Under a 1992 ruling by the Supreme Court, states could only force a business with a physical presence, such as an office or warehouse, in that state to collect sales tax on out-of-state purchases. The ruling allowed small online sellers to avoid charging sales tax to customers in different states. While paying the tax was the responsibility of the buyer, almost nobody followed through.
On Thursday (June 21), the Supreme Court overturned the 1992 decision and ruled that states do have the power to force out-of-state retailers to pay sales tax on purchases they ship to the state. The 5-4 ruling was a huge win for the states, which have been fighting against the physical presence doctrine for years, arguing it costs them billions of dollars in revenue annually.

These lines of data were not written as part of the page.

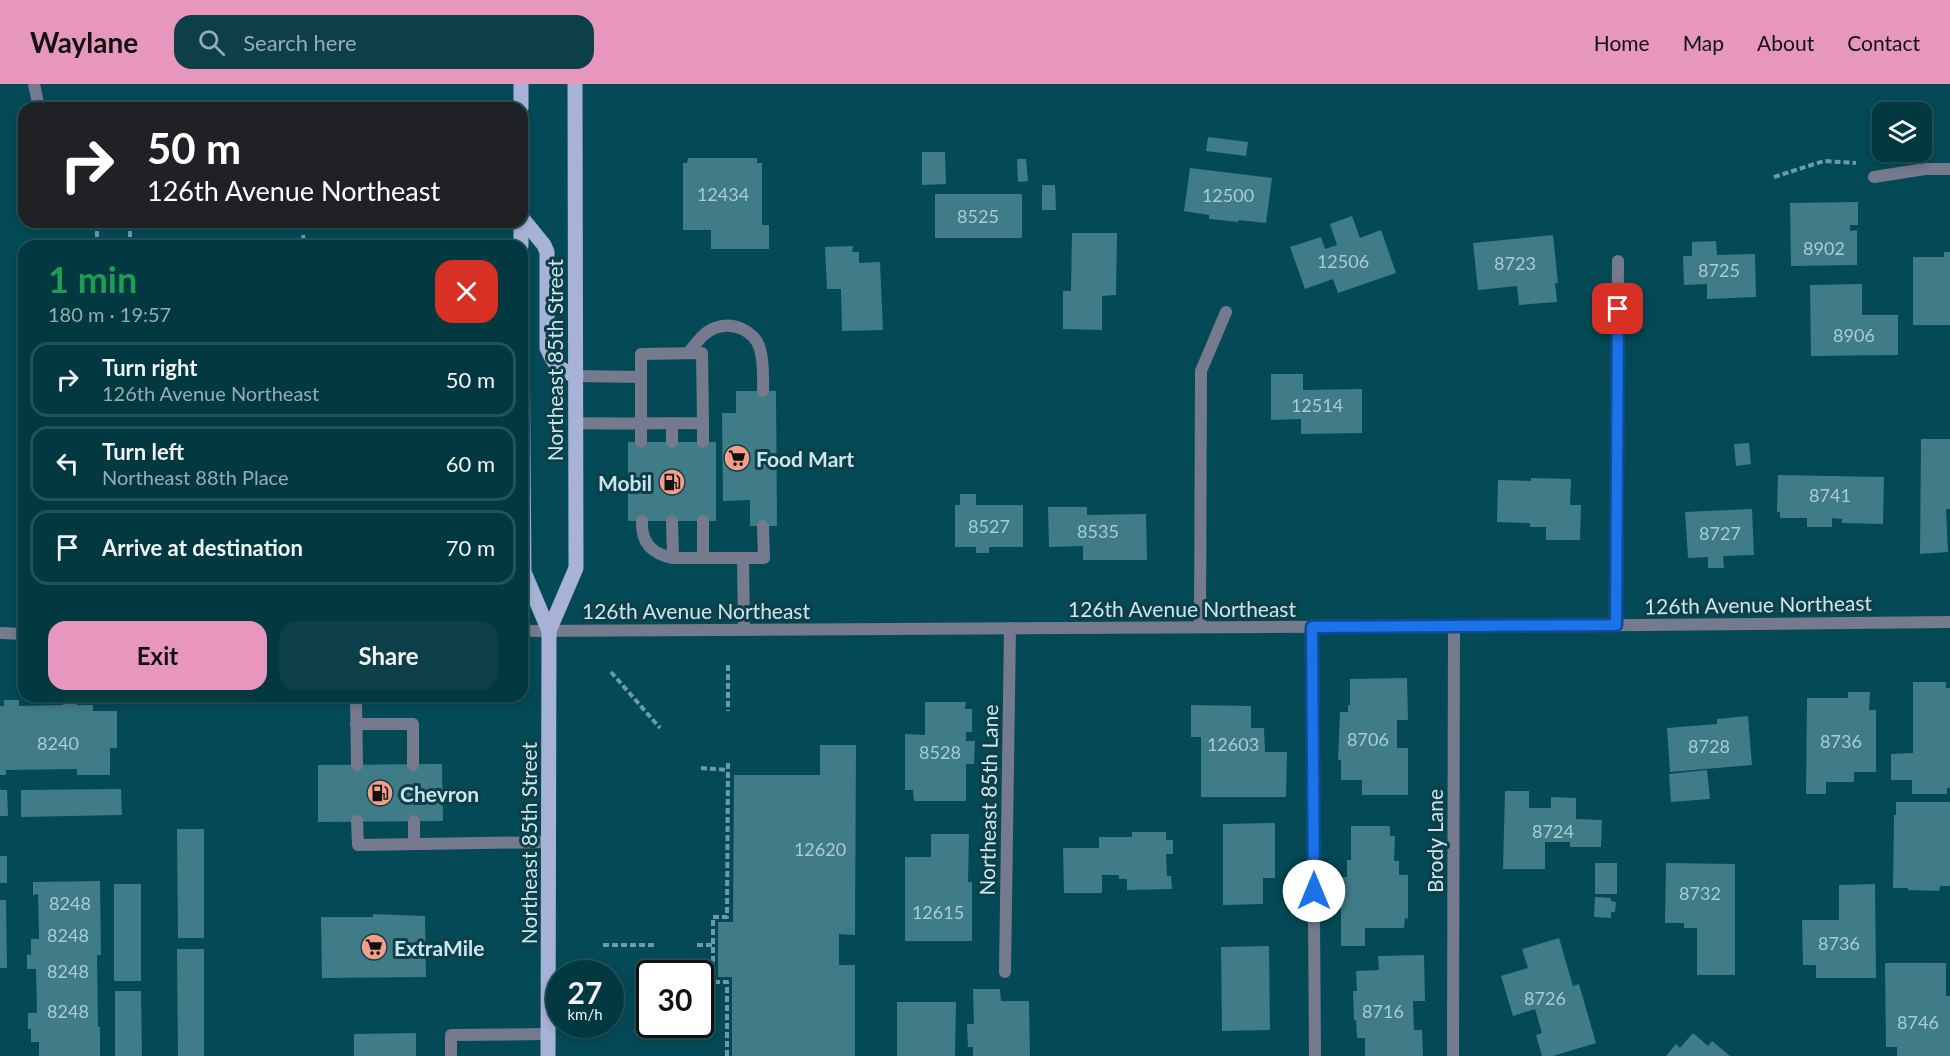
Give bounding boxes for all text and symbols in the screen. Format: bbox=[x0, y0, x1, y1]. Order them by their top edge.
search box bbox=[174, 15, 594, 69]
text: Waylane bbox=[30, 25, 138, 59]
icon: search bbox=[195, 26, 228, 59]
text: Search here bbox=[243, 29, 357, 56]
text: Home bbox=[1594, 30, 1650, 55]
text: Map bbox=[1683, 30, 1724, 55]
text: About bbox=[1757, 30, 1814, 55]
text: Contact bbox=[1847, 30, 1920, 55]
map controls bbox=[1872, 102, 1932, 162]
button: layers bbox=[1872, 102, 1932, 162]
text: 50 m bbox=[147, 123, 241, 173]
icon: right bbox=[48, 126, 126, 204]
text: 126th Avenue Northeast bbox=[147, 174, 440, 207]
house number: 12434 bbox=[697, 183, 749, 205]
house number: 12500 bbox=[1202, 184, 1254, 206]
house number: 8525 bbox=[957, 205, 999, 227]
house number: 8902 bbox=[1803, 237, 1845, 259]
house number: 12506 bbox=[1317, 250, 1369, 272]
house number: 8723 bbox=[1494, 252, 1536, 274]
text: 1 min bbox=[48, 257, 137, 301]
street label: Northeast 85th Street bbox=[542, 258, 567, 461]
house number: 8725 bbox=[1698, 259, 1740, 281]
button: close bbox=[435, 260, 498, 323]
pin bbox=[1592, 283, 1643, 334]
icon: arrive bbox=[1601, 292, 1634, 325]
text: 180 m · 19:57 bbox=[48, 302, 171, 326]
house number: 8906 bbox=[1833, 324, 1875, 346]
text: Turn right bbox=[102, 354, 197, 381]
icon: right bbox=[51, 363, 84, 396]
text: 50 m bbox=[446, 366, 495, 393]
text: 126th Avenue Northeast bbox=[102, 381, 319, 405]
house number: 12514 bbox=[1291, 394, 1343, 416]
text: Turn left bbox=[102, 438, 184, 465]
supermarket icon: Food Mart bbox=[722, 443, 752, 473]
place label: Food Mart bbox=[756, 446, 854, 471]
icon: left bbox=[51, 447, 84, 480]
text: 60 m bbox=[446, 450, 495, 477]
text: Northeast 88th Place bbox=[102, 465, 289, 489]
fuel station icon: Mobil bbox=[657, 467, 687, 497]
place label: Mobil bbox=[598, 470, 652, 495]
house number: 8741 bbox=[1809, 484, 1851, 506]
house number: 8527 bbox=[968, 515, 1010, 537]
house number: 8535 bbox=[1077, 520, 1119, 542]
house number: 8727 bbox=[1699, 522, 1741, 544]
icon: arrive bbox=[51, 531, 84, 564]
text: Arrive at destination bbox=[102, 534, 303, 561]
text: 70 m bbox=[446, 534, 495, 561]
street label: 126th Avenue Northeast bbox=[1644, 590, 1873, 618]
street label: 126th Avenue Northeast bbox=[1068, 596, 1296, 621]
street label: 126th Avenue Northeast bbox=[582, 598, 810, 623]
button: Exit bbox=[48, 621, 267, 690]
button: Share bbox=[279, 621, 498, 690]
street label: Northeast 85th Lane bbox=[974, 704, 1002, 896]
house number: 8706 bbox=[1347, 728, 1389, 750]
house number: 8736 bbox=[1820, 730, 1862, 752]
house number: 8240 bbox=[37, 732, 79, 754]
house number: 12603 bbox=[1207, 733, 1259, 755]
house number: 8728 bbox=[1688, 735, 1730, 757]
street label: Northeast 85th Street bbox=[516, 741, 541, 944]
house number: 8528 bbox=[919, 741, 961, 763]
fuel station icon: Chevron bbox=[365, 778, 395, 808]
place label: Chevron bbox=[400, 781, 479, 806]
street label: Brody Lane bbox=[1422, 789, 1447, 893]
house number: 8724 bbox=[1532, 820, 1574, 842]
house number: 12620 bbox=[794, 838, 846, 860]
position arrow bbox=[1282, 859, 1346, 923]
house number: 8732 bbox=[1679, 882, 1721, 904]
house number: 8248 bbox=[49, 892, 91, 914]
house number: 12615 bbox=[912, 901, 964, 923]
house number: 8248 bbox=[47, 924, 89, 946]
supermarket icon: ExtraMile bbox=[359, 932, 389, 962]
house number: 8736 bbox=[1818, 932, 1860, 954]
place label: ExtraMile bbox=[394, 935, 484, 960]
house number: 8248 bbox=[47, 960, 89, 982]
speed limit sign: 30 bbox=[636, 960, 714, 1038]
text: 27 bbox=[568, 974, 602, 1010]
house number: 8726 bbox=[1524, 987, 1566, 1009]
house number: 8248 bbox=[47, 1000, 89, 1022]
house number: 8716 bbox=[1362, 1000, 1404, 1022]
text: km/h bbox=[567, 1005, 603, 1023]
house number: 8746 bbox=[1897, 1011, 1939, 1033]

Justice Anthony Kennedy wrote the majority opinion explaining that "the physical presence rule, both as first formulated and as applied today, is an incorrect interpretation of the Commerce Clause."
"Each year the physical presence rule becomes further removed from economic reality and results in significant revenue losses to the States. These critiques underscore that the physical presence rule, both as first formulated and as applied today, is an incorrect interpretation of the Commerce Clause," he wrote.

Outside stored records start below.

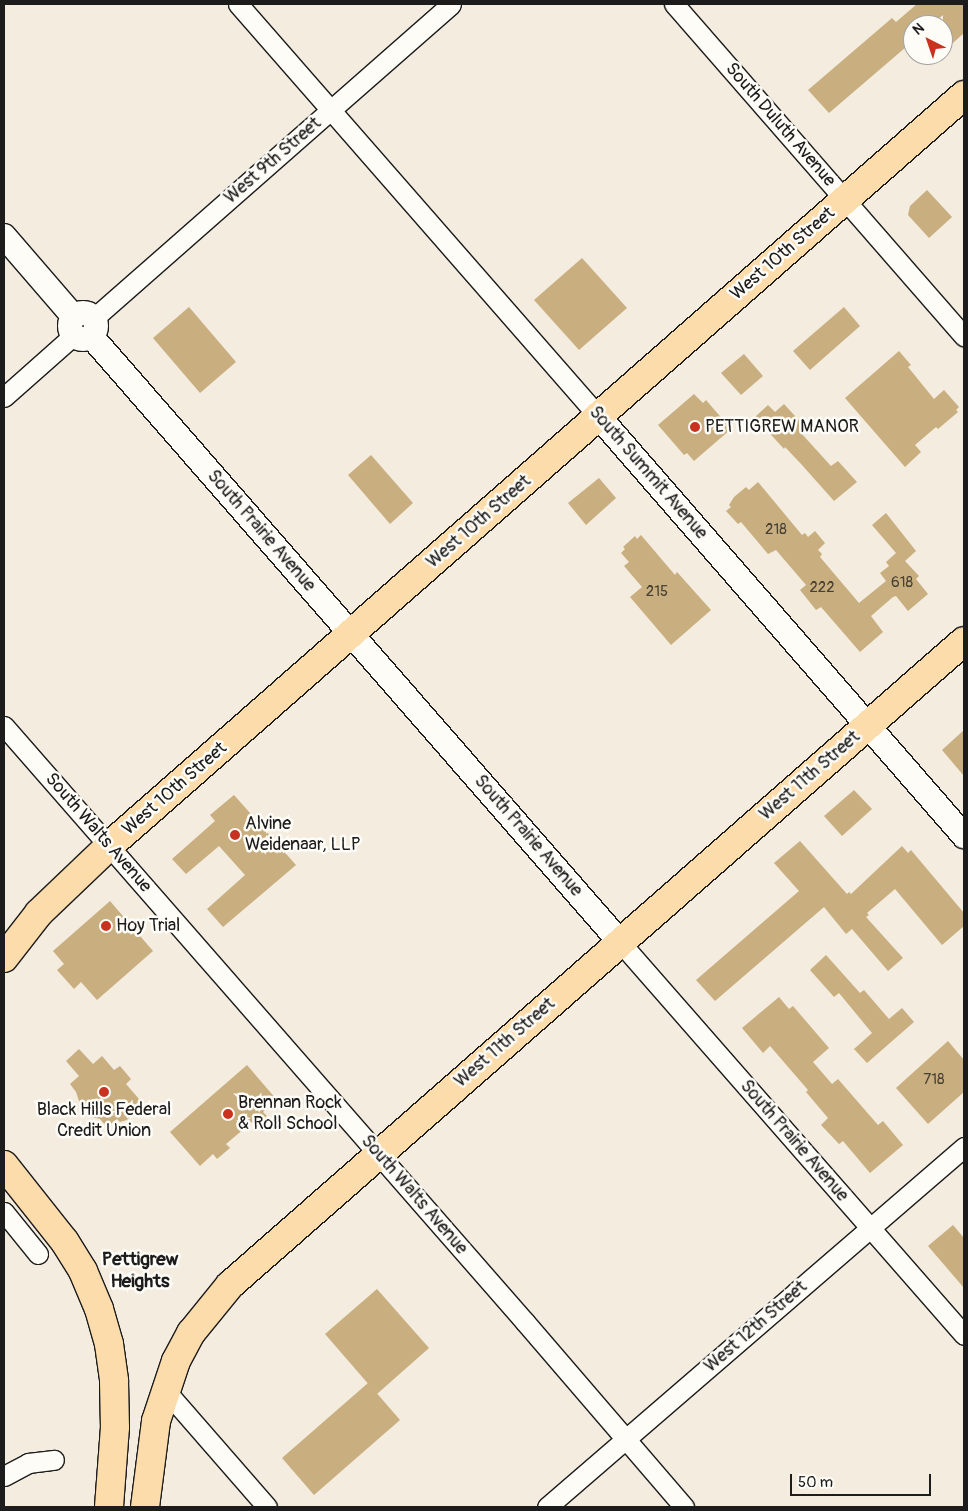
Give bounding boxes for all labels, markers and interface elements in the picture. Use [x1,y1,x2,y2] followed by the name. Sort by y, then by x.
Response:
[903,15,953,65] north arrow
[909,20,928,39] text: N
[720,59,840,191] street label: South Duluth Avenue
[220,113,326,209] street label: West 9th Street
[726,203,840,305] street label: West 10th Street
[584,402,712,544] street label: South Summit Avenue
[705,416,859,438] place label: PETTIGREW MANOR
[689,421,701,433] marker: PETTIGREW MANOR
[202,466,320,596] street label: South Prairie Avenue
[422,471,536,573] street label: West 10th Street
[765,521,787,539] house number: 218
[891,574,913,592] house number: 618
[809,579,835,597] house number: 222
[646,583,668,601] house number: 215
[755,727,865,825] street label: West 11th Street
[118,738,232,840] street label: West 10th Street
[40,769,156,897] street label: South Walts Avenue
[469,771,587,901] street label: South Prairie Avenue
[245,814,361,856] place label: Alvine Weidenaar, LLP
[229,829,241,841] marker: Alvine Weidenaar, LLP
[116,915,180,937] place label: Hoy Trial
[100,920,112,932] marker: Hoy Trial
[450,994,560,1092] street label: West 11th Street
[923,1071,945,1089] house number: 718
[735,1076,853,1206] street label: South Prairie Avenue
[98,1086,110,1098] marker: Black Hills Federal Credit Union
[238,1093,342,1136] place label: Brennan Rock & Roll School
[37,1100,171,1142] place label: Black Hills Federal Credit Union
[222,1108,234,1120] marker: Brennan Rock & Roll School
[356,1131,472,1259] street label: South Walts Avenue
[102,1249,178,1293] district label: Pettigrew Heights
[700,1277,812,1377] street label: West 12th Street
[793,1464,934,1496] scale bar
[798,1473,833,1492] text: 50 m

The high court was hearing a case from South Dakota after the state passed a law aimed specifically at trying to overturn the previous Supreme Court rulings. The law mandated that any business that made more than $100,000 in annual sales or 200 annual transactions in the state was required to collect sales tax and remit it to the state on all purchases shipped to South Dakota. To enforce its new law, South Dakota filed a lawsuit against Overstock.com, electronics retailer Newegg, and home goods company Wayfair.
The ruling is not just a major victory for the states, but also for large online retailers, such as Amazon, since they have a physical presence in most states and have already been collecting the sales tax from customers.